Sono ovunque e ci pungono sempre e comunque. E allora, anziché cercare di eliminarle, perché non proviamo a usare le zanzare a nostro favore?

Dev’essere stato più o meno questo il pensiero che ha guidato un gruppo di ricercatori della London School of Hygiene and Tropical Medicine nello sviluppo di una nuova tecnologia per la somministrazione di un vaccino anti-malaria.

Vettori abilissimi nel diffondere malattie infettive, le zanzare che trasportano la malaria ancora oggi rappresentano un problema enorme in alcune aree del mondo. Pensa che solo nel 2022 sono stati registrati 249 milioni di casi e più di 600mila decessi.

Eradicarle completamente è un’impresa impossibile, vista anche l’accelerata alla loro diffusione data dal cambiamento climatico, ma anche pericolosa.

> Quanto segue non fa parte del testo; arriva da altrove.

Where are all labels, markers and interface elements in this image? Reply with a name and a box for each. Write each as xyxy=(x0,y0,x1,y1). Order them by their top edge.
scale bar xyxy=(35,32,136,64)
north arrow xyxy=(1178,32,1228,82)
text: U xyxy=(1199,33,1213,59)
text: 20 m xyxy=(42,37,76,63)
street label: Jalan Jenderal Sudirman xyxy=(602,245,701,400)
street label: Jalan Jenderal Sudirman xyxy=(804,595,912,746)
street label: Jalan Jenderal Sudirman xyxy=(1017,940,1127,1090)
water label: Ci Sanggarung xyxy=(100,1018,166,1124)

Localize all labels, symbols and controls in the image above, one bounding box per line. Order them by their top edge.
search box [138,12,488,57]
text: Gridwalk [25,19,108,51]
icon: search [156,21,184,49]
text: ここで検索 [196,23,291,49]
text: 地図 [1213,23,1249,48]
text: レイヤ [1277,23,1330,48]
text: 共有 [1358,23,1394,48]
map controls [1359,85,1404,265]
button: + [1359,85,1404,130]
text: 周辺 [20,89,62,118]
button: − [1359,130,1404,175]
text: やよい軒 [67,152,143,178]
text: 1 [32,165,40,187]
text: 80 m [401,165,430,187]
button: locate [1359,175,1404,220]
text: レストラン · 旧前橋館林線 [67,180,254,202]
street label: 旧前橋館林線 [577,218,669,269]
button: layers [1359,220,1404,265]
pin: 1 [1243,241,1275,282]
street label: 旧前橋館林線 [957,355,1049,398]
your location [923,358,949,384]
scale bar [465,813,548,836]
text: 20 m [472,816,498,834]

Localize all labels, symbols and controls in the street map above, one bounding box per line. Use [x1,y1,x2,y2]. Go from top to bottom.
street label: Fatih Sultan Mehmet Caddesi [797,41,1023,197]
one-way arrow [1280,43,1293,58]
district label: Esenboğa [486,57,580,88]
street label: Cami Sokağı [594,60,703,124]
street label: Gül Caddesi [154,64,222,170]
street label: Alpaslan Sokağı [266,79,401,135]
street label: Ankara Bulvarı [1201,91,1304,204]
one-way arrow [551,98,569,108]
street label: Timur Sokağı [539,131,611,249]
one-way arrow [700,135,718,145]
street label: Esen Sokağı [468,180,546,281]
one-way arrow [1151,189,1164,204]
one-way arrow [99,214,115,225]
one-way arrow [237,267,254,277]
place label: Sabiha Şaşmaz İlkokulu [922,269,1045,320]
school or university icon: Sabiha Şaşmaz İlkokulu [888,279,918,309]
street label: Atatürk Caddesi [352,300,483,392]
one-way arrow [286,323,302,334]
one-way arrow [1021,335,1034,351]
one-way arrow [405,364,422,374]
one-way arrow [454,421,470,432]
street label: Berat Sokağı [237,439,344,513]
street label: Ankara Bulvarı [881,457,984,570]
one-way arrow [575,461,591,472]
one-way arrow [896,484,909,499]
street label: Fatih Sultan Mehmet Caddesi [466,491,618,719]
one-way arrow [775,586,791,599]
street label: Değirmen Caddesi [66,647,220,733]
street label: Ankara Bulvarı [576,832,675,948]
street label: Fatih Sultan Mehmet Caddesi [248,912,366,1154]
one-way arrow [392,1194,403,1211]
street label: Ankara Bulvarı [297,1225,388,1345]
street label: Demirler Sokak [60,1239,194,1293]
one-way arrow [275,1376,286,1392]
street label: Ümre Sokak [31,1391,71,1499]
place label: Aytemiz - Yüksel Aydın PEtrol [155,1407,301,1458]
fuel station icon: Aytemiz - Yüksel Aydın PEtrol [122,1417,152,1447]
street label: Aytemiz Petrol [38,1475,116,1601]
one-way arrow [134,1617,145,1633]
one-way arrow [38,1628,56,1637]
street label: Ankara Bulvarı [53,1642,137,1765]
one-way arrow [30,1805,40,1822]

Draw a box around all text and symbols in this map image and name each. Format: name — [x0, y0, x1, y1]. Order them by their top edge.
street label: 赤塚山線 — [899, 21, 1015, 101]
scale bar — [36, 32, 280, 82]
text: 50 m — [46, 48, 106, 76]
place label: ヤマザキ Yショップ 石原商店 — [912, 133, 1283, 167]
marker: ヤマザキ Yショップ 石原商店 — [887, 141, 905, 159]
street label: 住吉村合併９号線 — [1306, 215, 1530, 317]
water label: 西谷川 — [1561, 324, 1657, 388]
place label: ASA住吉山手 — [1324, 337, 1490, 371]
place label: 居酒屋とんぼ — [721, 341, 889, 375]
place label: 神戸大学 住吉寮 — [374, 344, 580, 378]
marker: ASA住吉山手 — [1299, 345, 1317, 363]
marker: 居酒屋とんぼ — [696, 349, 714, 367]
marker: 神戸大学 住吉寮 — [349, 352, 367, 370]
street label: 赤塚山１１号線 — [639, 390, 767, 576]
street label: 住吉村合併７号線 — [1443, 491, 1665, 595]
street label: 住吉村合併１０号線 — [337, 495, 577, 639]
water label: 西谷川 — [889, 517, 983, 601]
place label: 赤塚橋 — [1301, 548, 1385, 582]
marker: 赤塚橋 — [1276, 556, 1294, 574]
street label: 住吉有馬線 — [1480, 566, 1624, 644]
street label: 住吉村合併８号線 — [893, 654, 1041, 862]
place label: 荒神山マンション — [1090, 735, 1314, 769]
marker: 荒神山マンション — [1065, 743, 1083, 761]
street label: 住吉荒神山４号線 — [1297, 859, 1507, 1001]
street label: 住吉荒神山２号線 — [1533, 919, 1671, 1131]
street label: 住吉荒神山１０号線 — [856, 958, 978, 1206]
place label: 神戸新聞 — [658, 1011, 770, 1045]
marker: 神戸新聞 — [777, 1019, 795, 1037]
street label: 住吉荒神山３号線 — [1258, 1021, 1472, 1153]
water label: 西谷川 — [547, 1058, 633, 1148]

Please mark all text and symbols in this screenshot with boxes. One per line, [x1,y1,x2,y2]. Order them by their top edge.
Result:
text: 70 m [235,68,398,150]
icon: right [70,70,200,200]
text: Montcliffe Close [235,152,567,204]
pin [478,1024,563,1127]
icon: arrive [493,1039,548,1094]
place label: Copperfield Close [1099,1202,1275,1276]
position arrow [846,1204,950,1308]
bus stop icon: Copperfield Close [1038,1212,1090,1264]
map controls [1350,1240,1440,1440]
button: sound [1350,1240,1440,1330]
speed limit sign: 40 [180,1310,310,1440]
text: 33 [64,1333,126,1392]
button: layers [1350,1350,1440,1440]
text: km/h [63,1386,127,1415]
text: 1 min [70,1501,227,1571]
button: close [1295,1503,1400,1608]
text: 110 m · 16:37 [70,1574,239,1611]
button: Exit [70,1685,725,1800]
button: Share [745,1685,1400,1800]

Ogni ecosistema sopravvive grazie al complesso equilibrio in cui vivono tutti i suoi elementi e rimuoverne uno lascerebbe vorrebbe dire compromettere in maniera drastica la stabilità.

Così i ricercatori hanno cercato di dare a questa convivenza una forma virtuosa, sperimentando un modo per trasformare questi parassiti in alleati per distribuire dosi di vaccino tramite le loro punture. E ha funzionato. Nelle sperimentazioni eseguite sull’uomo, i vaccini trasmessi dalle zanzare si sono dimostrati efficaci al 90%.

L’intuizione alla base di questa tecnologia parte dallo studio del comportamento di Plasmodium falciparum, il parassita più mortale per gli esseri umani e responsabile, appunto, della malaria.

Questi piccoli e disgustosi protozoi unicellulari viaggiano insieme alle zanzare Anopheles femmine, infilandosi nelle loro ghiandole salivari insieme agli enzimi antinfiammatori e anticoagulanti naturali.

Quando punto un individuo, oltre 200 protozoi di P. falciparum finiscono direttamente nel flusso sanguigno alla ricerca di cellule epatiche in cui nascondersi e moltiplicarsi.

Nel giro di una settimana, ciascuna di queste singole unità svilupperà quasi 100mila nuovi parassiti che inizieranno a invadere e uccidere i globuli rossi procurandoti i sintomi tipici della malaria: febbre, brividi, spossatezza, coagulazione del sangue.

Rimasti impressionati da tanta efficenza e ingegnosità, i ricercatori inglesi hanno dunque provato a modificare geneticamente Plasmodium falciparum per farlo agire come vettore di un vaccino invece che di una malattia.

L’idea era permettere al parassita di comportarsi normalmente fino a insediarsi nelle cellule epatiche umane e iniziare a moltiplicarsi.

Gli scienziati, come racconta Nature, hanno programmato i parassiti per smettere di svilupparsi circa 6 giorni dopo l’infezione e rilasciare nel sangue una serie di antigeni che, stimolando il sistema immunitario dell’individuo, lo spingono a sviluppare una risposta infiammatoria in grado di innescarsi al successivo incontro con il parassita.

I ricercatori hanno testato l’efficacia di questo approccio nello sviluppare l'immunità alla malaria su una piccola coorte di partecipanti, esponendoli sia a parassiti modificati per agire dopo 6 giorni (chiamati GA2) sia a GA1, forme di parassiti progettati invece per smettere di svilupparsi circa 24 ore dopo l’infezione.

I partecipanti sono stati esposti alle punture di 50 zanzare: 10 partecipanti hanno sono stati punti da zanzare infette da parassiti GA1 e 10 da quelle con parassiti GA2. Tre settimane dopo, tutti sono stati esposti a zanzare portatrici di malaria.

Risultati? Poco prima dell’incontro con la malattia, entrambi i gruppi di partecipanti avevano livelli di anticorpi più alti rispetto a prima. Uno degli otto (13%) partecipanti punti da parassiti GA1 non ha contratto la malaria rispetto all’89% nel gruppo GA2.